Dataset items
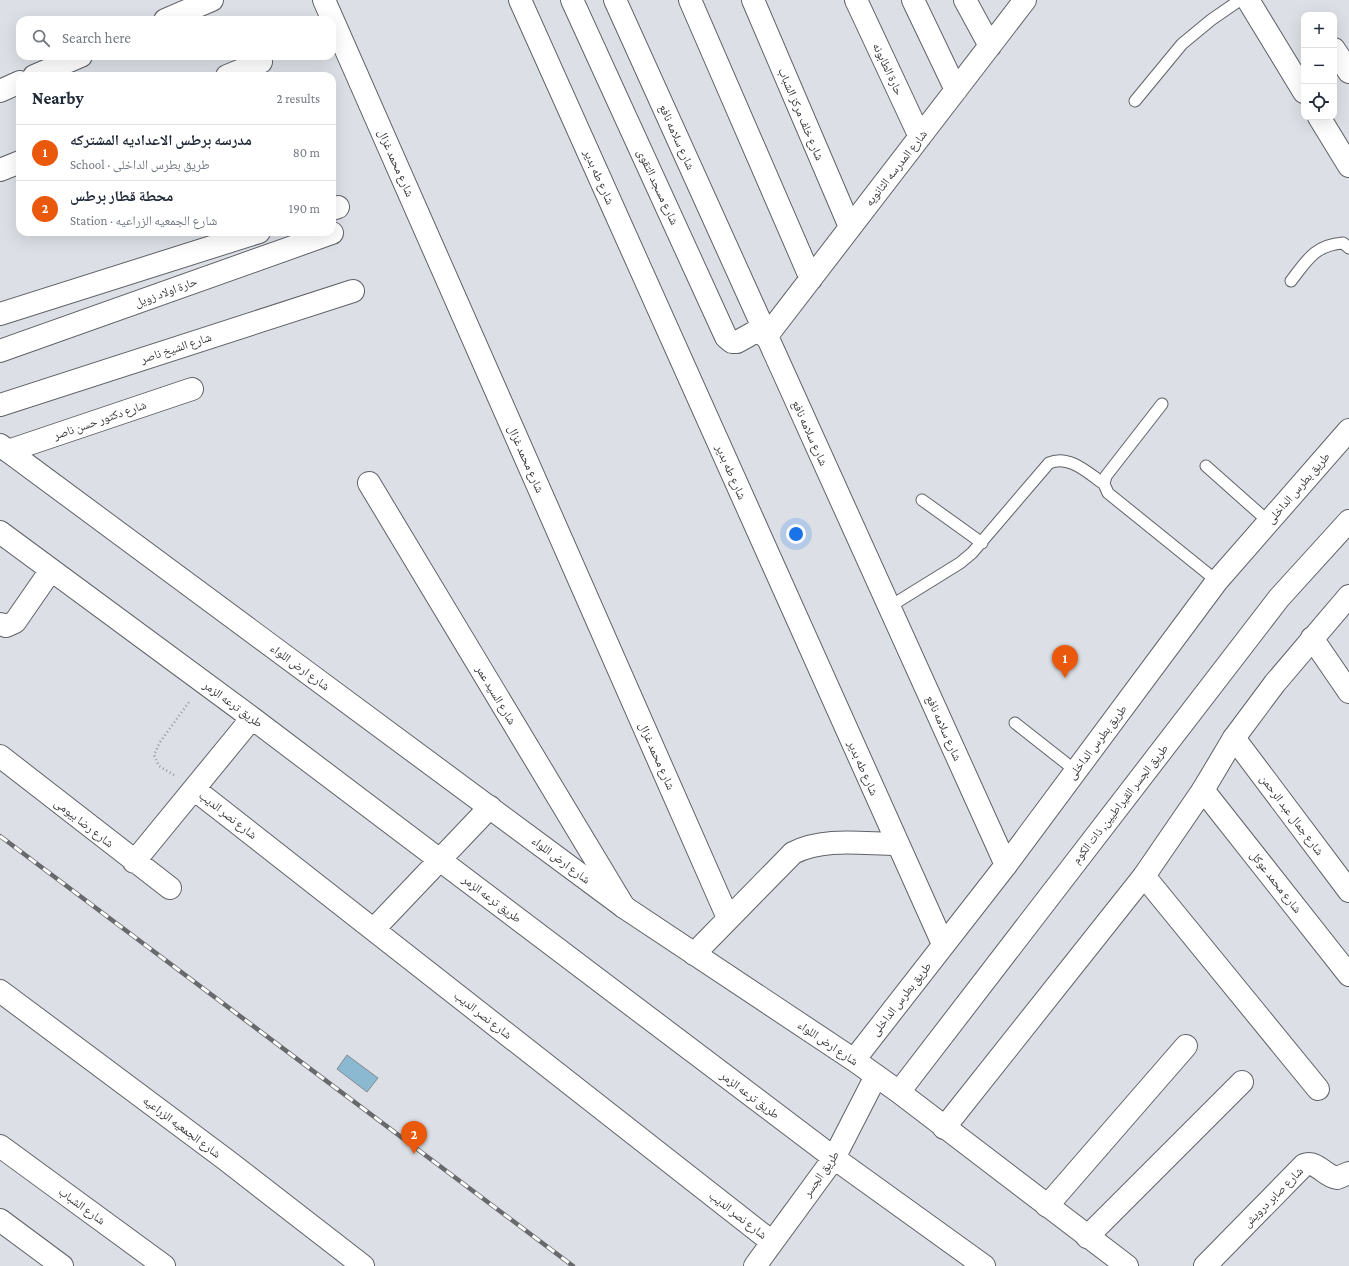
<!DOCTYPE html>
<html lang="en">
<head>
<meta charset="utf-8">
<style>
	:root { --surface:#fff; --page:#f6f6f7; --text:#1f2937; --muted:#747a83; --line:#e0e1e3; --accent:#ea580c }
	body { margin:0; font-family:"Crimson Pro","Noto Naskh Arabic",serif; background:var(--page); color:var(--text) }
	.controls { position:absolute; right:12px; top:12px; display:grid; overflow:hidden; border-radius:8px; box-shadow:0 4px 16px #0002 }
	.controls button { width:36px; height:36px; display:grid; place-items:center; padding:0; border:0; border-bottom:1px solid var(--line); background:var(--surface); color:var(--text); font:20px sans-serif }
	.you { position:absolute; left:796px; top:534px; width:14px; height:14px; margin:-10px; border:3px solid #fff; border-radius:50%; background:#1a73e8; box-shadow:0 0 0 6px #1a73e833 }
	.badge { display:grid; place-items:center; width:26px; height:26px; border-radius:50%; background:var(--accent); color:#fff; font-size:13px; font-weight:700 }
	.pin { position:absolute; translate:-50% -33px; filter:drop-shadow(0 1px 2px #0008) }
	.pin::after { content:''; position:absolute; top:21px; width:14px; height:12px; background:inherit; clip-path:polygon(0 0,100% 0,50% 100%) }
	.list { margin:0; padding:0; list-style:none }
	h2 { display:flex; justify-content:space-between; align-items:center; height:52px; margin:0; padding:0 16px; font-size:17px }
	h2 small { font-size:13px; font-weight:400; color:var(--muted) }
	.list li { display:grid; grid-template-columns:26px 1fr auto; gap:12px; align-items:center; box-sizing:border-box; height:56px; padding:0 16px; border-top:1px solid var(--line) }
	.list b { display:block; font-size:15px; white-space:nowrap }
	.list p { margin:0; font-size:13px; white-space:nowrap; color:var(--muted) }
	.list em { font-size:13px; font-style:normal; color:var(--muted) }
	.icon { flex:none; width:22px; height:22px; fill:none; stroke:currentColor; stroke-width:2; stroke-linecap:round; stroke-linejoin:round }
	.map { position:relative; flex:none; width:1349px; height:1266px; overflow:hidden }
	.search { position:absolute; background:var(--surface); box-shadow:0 4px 16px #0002; left:16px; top:16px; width:320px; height:44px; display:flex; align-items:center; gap:10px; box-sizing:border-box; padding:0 14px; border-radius:12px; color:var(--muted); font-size:15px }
	.panel { position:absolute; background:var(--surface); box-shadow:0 4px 16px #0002; left:16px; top:72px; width:320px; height:164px; border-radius:12px }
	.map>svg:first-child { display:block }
	.building { fill:#8ab9d1; stroke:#858b8e }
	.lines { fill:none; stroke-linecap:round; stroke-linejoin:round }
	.lane-casing { stroke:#5f6267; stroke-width:13 }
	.street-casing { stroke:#5f6267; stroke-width:24 }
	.secondary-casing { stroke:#5f6267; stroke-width:24 }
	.path { stroke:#93969a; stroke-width:2.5; stroke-dasharray:1 3; stroke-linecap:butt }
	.lane { stroke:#fff; stroke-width:11 }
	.street { stroke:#fff; stroke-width:22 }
	.secondary { stroke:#fff; stroke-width:22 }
	.rail-casing { stroke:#67696c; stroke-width:4.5 }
	.rail { stroke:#fff; stroke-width:3; stroke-dasharray:9; stroke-linecap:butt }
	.labels { text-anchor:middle; stroke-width:3; stroke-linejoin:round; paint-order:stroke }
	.street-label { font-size:12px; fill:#353638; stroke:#fff }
</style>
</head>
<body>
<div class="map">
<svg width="1349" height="1266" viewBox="0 0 1349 1266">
	<rect width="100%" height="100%" fill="#dce0e6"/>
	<!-- building -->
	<path class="building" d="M 347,1055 L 378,1078 L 367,1092 L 337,1069 Z"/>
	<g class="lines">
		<!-- lane casing -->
		<g class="lane-casing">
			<path id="lane" d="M 1135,101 L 1182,44 L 1211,20 L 1240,0
				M 1291,281 C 1307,260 1315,245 1343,243 L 1349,248
				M 1162,404 L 1106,476 L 1104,484 L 1108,493 L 1217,581
				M 1206,466 L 1269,522
				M 922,500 L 982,543
				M 889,607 L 960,563 L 972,553 L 1049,463 C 1069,454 1088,473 1104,484
				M 1015,723 L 1076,771"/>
		</g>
		<!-- street casing -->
		<g class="street-casing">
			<path id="street" d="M 324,0 L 728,918
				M 520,0 L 943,944
				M 572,0 L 726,337 L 732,342 L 737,342 L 762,328
				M 615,0 L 1006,865
				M 690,0 L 811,279
				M 753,0 L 850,227
				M 856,0 L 920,137
				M 913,0 L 956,90
				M 965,0 L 990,46
				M 1248,0 L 1304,92
				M 165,20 L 212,0
				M 1334,49 L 1349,72
				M 34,76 L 81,56
				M 227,76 L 261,62
				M 0,91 L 20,82
				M 1319,117 L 1349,166
				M 0,170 L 20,162
				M 332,209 L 338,207
				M 0,314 L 259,232
				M 766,337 L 1025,0
				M 0,351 L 332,233
				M 0,405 L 353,291
				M 8,451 L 192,389
				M 369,483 L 624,907
				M 0,532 L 252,718 L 834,1158 L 984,1266
				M 0,624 L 6,626 L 15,622 L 51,570
				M 1312,638 L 1349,692
				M 1234,738 L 1349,891
				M 0,756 L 170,888
				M 194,789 L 772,1242
				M 1203,790 L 1349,975
				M 134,862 L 252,718
				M 1144,876 L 1318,1089
				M 374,929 L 490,807
				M 694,954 L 793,853 C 824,837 864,844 897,844
				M 0,991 L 225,1159 L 363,1266
				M 0,1146 L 164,1266
				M 1047,1206 L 1186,1046
				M 0,1220 L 62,1266
				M 1087,1237 L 1242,1082
				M 755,1266 L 834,1158 L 876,1076
				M 1205,1266 L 1304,1165 C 1317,1160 1324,1176 1337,1178 L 1349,1173"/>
		</g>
		<!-- secondary casing -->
		<g class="secondary-casing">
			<path id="secondary" d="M 0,445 L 624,907 L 854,1060 L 899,1092 L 1127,1266
				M 854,1060 L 1006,865 L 1217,581 L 1349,430
				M 899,1092 L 1279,598 L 1349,521
				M 944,1128 L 1144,876 L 1203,790 L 1234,738 L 1275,683 L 1349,596"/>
		</g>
		<!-- path -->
		<path class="path" d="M 174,775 L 159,766 L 154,755 L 160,742 L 189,702"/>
		<!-- lane -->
		<use href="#lane" class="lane"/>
		<!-- street -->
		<use href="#street" class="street"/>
		<!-- secondary -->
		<use href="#secondary" class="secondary"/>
		<!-- rail casing -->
		<g class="rail-casing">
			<path id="rail" d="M 0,836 L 573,1266"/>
		</g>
		<!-- rail -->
		<use href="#rail" class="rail"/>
	</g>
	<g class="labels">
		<!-- street labels -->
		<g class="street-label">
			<text transform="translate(888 69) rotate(65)" y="4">حارة الطابونه</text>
			<text transform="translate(801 114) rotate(67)" y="4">شارع خلف مركز الشباب</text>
			<text transform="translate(677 137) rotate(66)" y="4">شارع سلامه نافع</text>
			<text transform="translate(396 163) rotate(66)" y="4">شارع محمد غزال</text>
			<text transform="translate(896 168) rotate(-52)" y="4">شارع المدرسه الثانويه</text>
			<text transform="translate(599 177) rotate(66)" y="4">شارع طه بدير</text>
			<text transform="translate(658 187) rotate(65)" y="4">شارع مسجد التقوى</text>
			<text transform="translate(166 292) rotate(-20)" y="4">حارة اولاد زويل</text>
			<text transform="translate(176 348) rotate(-18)" y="4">شارع الشيخ ناصر</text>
			<text transform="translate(100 420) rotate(-19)" y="4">شارع دكتور حسن ناصر</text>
			<text transform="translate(810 433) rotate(66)" y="4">شارع سلامه نافع</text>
			<text transform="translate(526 459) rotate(66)" y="4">شارع محمد غزال</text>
			<text transform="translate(731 472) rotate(66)" y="4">شارع طه بدير</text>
			<text transform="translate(1298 488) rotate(-49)" y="4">طريق بطرس الداخلى</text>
			<text transform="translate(300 667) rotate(36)" y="4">شارع ارض اللواء</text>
			<text transform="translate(496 695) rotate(59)" y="4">شارع السيد عمر</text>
			<text transform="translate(233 704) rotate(36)" y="4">طريق ترعه الزمر</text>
			<text transform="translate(944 728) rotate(66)" y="4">شارع سلامه نافع</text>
			<text transform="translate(1097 742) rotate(-53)" y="4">طريق بطرس الداخلى</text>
			<text transform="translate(657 756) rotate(66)" y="4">شارع محمد غزال</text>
			<text transform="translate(863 768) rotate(66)" y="4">شارع طه بدير</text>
			<text transform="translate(1120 804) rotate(-52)" y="4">طريق الجسر القيراطيين, ذات الكوم</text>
			<text transform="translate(228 815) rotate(38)" y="4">شارع نصر الديب</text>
			<text transform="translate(1292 815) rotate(53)" y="4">شارع جمال عبد الرحمن</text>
			<text transform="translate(84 823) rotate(38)" y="4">شارع رضا بيومى</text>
			<text transform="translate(561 860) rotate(37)" y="4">شارع ارض اللواء</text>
			<text transform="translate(1276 882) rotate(52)" y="4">شارع محمد عوكل</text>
			<text transform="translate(492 899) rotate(37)" y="4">طريق ترعه الزمر</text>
			<text transform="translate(901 999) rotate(-52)" y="4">طريق بطرس الداخلى</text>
			<text transform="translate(483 1015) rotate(38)" y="4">شارع نصر الديب</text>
			<text transform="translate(828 1043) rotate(34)" y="4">شارع ارض اللواء</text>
			<text transform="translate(750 1095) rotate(37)" y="4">طريق ترعه الزمر</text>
			<text transform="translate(182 1127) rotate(37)" y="4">شارع الجمعيه الزراعيه</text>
			<text transform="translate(821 1174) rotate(-55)" y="4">طريق الجسر</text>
			<text transform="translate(1273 1197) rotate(-45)" y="4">شارع صابر درويش</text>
			<text transform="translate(82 1206) rotate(36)" y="4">شارع الشباب</text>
			<text transform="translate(738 1215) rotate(38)" y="4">شارع نصر الديب</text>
		</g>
	</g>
</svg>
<div class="controls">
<button>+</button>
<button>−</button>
<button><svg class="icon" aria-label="locate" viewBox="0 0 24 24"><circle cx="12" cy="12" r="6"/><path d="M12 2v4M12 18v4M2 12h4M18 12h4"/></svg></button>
</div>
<div class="you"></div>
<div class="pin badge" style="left:1065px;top:678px">1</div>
<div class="pin badge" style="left:414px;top:1154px">2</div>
<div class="search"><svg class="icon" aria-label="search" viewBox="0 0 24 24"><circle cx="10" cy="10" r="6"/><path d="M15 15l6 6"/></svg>Search here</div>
<section class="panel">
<h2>Nearby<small>2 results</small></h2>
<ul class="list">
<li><span class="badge">1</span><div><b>مدرسه برطس الاعداديه المشتركه</b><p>School · طريق بطرس الداخلى</p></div><em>80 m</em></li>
<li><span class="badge">2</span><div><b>محطة قطار برطس</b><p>Station · شارع الجمعيه الزراعيه</p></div><em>190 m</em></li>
</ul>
</section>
</div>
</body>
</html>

What this task involves:
Pick out every line above that holds the word "linejoin" and copy it.

Response to the task:
	.icon { flex:none; width:22px; height:22px; fill:none; stroke:currentColor; stroke-width:2; stroke-linecap:round; stroke-linejoin:round }
	.lines { fill:none; stroke-linecap:round; stroke-linejoin:round }
	.labels { text-anchor:middle; stroke-width:3; stroke-linejoin:round; paint-order:stroke }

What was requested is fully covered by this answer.